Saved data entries
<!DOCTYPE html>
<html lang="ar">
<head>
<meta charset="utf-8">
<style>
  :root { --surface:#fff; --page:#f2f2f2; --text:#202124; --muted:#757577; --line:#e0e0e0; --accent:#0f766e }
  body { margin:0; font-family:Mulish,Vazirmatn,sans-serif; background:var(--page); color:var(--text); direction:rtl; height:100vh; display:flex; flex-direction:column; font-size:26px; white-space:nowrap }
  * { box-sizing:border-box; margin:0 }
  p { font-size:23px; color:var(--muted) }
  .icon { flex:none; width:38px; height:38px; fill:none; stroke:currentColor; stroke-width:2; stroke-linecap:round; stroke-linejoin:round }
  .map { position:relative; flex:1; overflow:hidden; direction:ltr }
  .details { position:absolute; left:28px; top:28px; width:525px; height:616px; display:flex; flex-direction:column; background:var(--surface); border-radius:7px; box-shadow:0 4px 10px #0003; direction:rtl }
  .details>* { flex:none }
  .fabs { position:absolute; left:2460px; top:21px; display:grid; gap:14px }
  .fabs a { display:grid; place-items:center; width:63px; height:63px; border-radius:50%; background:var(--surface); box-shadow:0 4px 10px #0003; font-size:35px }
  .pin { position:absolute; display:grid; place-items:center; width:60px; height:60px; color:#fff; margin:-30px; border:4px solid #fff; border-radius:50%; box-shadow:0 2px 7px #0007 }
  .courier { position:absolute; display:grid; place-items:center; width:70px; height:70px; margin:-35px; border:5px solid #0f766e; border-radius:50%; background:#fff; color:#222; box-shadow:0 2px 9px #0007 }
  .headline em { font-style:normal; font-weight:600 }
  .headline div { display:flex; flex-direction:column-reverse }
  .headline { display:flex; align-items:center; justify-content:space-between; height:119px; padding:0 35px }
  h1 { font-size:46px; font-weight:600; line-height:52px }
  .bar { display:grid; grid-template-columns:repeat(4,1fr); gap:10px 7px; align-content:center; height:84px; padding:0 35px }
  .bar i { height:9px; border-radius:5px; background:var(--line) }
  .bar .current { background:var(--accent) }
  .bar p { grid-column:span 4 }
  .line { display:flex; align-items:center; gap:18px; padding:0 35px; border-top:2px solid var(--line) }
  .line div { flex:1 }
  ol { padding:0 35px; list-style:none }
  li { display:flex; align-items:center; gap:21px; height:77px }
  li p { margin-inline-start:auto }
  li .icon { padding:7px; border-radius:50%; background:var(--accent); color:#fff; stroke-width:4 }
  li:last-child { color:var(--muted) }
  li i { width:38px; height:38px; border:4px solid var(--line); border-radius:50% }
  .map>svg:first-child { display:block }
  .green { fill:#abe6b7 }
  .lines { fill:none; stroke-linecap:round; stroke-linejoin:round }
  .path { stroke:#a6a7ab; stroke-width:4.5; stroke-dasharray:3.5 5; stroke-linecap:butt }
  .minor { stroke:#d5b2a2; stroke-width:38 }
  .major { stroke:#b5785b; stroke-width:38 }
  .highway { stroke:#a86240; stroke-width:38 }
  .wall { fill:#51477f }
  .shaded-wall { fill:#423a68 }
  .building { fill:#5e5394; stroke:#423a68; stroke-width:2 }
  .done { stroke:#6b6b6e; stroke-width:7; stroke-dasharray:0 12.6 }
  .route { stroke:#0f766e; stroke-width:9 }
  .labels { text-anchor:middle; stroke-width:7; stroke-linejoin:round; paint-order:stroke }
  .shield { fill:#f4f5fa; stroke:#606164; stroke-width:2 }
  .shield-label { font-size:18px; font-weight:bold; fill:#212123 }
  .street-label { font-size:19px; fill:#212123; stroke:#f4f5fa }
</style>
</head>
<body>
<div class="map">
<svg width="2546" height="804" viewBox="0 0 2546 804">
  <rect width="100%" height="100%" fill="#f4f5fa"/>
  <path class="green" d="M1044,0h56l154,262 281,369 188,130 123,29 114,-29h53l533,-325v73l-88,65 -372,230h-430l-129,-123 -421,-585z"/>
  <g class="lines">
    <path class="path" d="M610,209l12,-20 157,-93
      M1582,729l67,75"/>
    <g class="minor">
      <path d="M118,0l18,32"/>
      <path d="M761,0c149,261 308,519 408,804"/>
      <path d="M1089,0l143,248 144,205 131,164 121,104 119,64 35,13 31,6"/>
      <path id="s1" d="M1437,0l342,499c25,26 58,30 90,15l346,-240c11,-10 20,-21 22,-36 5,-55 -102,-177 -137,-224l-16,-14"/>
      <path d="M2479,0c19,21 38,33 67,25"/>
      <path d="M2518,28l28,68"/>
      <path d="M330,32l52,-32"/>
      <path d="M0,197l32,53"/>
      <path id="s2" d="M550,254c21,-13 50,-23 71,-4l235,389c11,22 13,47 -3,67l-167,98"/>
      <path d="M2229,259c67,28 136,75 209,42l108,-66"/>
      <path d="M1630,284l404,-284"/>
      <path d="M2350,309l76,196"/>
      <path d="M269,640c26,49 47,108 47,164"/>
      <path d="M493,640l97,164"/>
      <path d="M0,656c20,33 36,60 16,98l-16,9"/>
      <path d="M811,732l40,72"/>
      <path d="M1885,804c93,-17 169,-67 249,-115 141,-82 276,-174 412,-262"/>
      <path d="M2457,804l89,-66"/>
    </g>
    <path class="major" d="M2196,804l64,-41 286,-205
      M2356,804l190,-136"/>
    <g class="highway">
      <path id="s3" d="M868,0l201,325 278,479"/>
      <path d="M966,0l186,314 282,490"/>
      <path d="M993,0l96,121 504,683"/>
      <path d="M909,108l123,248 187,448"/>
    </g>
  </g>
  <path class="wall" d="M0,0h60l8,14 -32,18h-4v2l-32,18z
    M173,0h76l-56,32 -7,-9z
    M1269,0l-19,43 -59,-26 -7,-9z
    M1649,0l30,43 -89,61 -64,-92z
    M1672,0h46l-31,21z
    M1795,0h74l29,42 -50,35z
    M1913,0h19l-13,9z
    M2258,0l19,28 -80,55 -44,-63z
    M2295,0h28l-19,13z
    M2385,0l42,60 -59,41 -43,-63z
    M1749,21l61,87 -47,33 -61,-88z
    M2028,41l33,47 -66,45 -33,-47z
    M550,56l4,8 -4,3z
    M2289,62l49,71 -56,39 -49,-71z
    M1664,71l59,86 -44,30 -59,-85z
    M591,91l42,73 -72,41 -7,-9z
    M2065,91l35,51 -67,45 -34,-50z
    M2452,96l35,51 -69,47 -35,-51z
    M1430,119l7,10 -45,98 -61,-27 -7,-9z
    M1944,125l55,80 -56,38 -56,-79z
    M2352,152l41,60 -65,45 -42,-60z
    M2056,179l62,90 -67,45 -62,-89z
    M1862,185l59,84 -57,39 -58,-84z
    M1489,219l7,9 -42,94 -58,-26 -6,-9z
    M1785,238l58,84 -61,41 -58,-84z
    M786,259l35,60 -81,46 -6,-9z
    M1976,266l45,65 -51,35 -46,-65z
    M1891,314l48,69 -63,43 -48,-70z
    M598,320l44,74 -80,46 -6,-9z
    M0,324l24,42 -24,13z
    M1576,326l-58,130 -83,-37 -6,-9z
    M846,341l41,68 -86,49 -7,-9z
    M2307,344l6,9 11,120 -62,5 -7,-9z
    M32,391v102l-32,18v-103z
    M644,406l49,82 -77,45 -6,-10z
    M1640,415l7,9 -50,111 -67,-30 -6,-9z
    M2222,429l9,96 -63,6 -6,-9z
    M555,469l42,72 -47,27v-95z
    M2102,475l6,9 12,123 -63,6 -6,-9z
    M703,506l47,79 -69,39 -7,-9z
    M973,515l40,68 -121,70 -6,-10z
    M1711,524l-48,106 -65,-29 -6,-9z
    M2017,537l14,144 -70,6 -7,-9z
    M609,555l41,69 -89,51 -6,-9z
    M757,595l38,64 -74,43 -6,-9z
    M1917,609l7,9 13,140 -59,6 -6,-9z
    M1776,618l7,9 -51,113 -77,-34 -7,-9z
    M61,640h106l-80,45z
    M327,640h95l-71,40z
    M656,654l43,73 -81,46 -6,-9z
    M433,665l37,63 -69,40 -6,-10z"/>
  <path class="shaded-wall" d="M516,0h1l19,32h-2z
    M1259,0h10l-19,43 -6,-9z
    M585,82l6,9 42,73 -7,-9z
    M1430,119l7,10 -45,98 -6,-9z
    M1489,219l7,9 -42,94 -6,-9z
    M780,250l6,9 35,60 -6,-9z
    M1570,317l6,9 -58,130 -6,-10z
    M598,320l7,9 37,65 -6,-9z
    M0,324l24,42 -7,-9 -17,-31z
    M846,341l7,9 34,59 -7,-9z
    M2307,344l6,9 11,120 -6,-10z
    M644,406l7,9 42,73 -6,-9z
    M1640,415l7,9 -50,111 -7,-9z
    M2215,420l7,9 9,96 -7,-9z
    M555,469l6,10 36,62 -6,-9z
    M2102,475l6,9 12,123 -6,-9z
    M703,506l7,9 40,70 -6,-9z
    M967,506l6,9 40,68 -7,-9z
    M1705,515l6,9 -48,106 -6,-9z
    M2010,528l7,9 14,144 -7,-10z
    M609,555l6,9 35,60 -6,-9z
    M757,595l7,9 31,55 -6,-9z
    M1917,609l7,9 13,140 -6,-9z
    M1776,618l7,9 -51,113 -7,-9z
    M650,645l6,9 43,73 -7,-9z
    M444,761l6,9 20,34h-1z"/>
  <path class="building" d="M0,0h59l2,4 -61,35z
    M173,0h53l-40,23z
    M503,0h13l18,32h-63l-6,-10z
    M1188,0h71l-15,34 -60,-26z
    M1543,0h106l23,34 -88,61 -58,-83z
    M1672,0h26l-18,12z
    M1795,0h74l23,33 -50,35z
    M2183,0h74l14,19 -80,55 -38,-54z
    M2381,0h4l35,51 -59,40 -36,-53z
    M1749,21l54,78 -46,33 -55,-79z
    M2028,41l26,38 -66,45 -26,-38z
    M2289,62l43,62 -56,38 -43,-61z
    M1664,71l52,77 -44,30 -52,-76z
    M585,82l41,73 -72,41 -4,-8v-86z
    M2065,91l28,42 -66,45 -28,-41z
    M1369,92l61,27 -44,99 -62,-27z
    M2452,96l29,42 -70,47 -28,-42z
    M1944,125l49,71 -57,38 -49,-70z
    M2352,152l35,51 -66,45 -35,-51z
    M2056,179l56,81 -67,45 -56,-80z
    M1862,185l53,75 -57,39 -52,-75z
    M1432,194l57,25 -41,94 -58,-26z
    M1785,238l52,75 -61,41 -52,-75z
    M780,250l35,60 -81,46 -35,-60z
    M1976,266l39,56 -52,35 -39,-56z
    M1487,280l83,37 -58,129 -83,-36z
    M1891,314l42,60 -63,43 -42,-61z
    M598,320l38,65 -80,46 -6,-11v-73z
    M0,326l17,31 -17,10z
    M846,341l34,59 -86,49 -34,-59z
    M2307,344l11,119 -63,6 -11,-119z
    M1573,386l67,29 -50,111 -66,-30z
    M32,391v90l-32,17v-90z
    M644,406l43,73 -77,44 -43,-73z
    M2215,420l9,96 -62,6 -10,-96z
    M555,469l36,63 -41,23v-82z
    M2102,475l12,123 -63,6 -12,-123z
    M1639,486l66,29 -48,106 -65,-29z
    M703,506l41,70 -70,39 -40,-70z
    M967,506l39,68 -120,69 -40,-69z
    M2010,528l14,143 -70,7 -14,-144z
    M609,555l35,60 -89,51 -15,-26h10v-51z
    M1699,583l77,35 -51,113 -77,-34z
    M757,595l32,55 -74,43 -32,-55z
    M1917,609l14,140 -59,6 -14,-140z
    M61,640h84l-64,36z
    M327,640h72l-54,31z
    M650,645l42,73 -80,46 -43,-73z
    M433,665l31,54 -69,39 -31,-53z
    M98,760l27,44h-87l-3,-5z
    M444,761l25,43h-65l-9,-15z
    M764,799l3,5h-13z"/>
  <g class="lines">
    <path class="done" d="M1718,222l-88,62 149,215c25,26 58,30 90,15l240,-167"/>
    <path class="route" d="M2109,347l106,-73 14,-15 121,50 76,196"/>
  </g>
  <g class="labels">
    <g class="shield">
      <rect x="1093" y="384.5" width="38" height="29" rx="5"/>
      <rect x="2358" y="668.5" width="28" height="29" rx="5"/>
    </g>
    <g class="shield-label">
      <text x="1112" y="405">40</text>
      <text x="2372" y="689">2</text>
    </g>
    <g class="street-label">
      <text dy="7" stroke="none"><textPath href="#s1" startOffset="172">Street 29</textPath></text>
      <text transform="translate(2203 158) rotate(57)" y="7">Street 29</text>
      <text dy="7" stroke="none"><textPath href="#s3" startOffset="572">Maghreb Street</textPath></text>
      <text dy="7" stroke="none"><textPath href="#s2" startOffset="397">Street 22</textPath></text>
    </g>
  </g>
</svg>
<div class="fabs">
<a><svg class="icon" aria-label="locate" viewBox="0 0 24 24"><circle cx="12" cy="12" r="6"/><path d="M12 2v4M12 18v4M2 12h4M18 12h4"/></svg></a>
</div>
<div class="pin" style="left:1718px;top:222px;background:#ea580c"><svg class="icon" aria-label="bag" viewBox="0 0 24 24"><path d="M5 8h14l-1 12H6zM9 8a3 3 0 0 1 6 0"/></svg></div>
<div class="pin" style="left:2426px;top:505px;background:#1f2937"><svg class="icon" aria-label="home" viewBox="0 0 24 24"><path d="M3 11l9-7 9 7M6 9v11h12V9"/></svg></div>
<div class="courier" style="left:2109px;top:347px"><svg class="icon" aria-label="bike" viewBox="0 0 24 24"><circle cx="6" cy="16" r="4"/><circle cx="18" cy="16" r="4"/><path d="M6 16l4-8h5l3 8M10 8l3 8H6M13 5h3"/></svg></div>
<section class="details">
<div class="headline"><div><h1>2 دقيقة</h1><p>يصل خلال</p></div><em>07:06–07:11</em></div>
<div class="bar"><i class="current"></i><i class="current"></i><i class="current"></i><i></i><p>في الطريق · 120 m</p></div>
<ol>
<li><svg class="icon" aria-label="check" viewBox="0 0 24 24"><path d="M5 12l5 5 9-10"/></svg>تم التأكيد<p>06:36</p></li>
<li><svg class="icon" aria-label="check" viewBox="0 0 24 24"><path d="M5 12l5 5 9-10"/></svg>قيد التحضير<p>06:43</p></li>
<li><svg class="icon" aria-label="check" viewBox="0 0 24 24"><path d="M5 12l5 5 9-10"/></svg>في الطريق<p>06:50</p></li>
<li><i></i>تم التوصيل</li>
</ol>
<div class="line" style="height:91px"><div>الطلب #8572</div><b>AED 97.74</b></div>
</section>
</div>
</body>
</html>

Assignment: Your answer should be a single number: the tally of lines in the entries that include the word "linecap".

Answer box: 3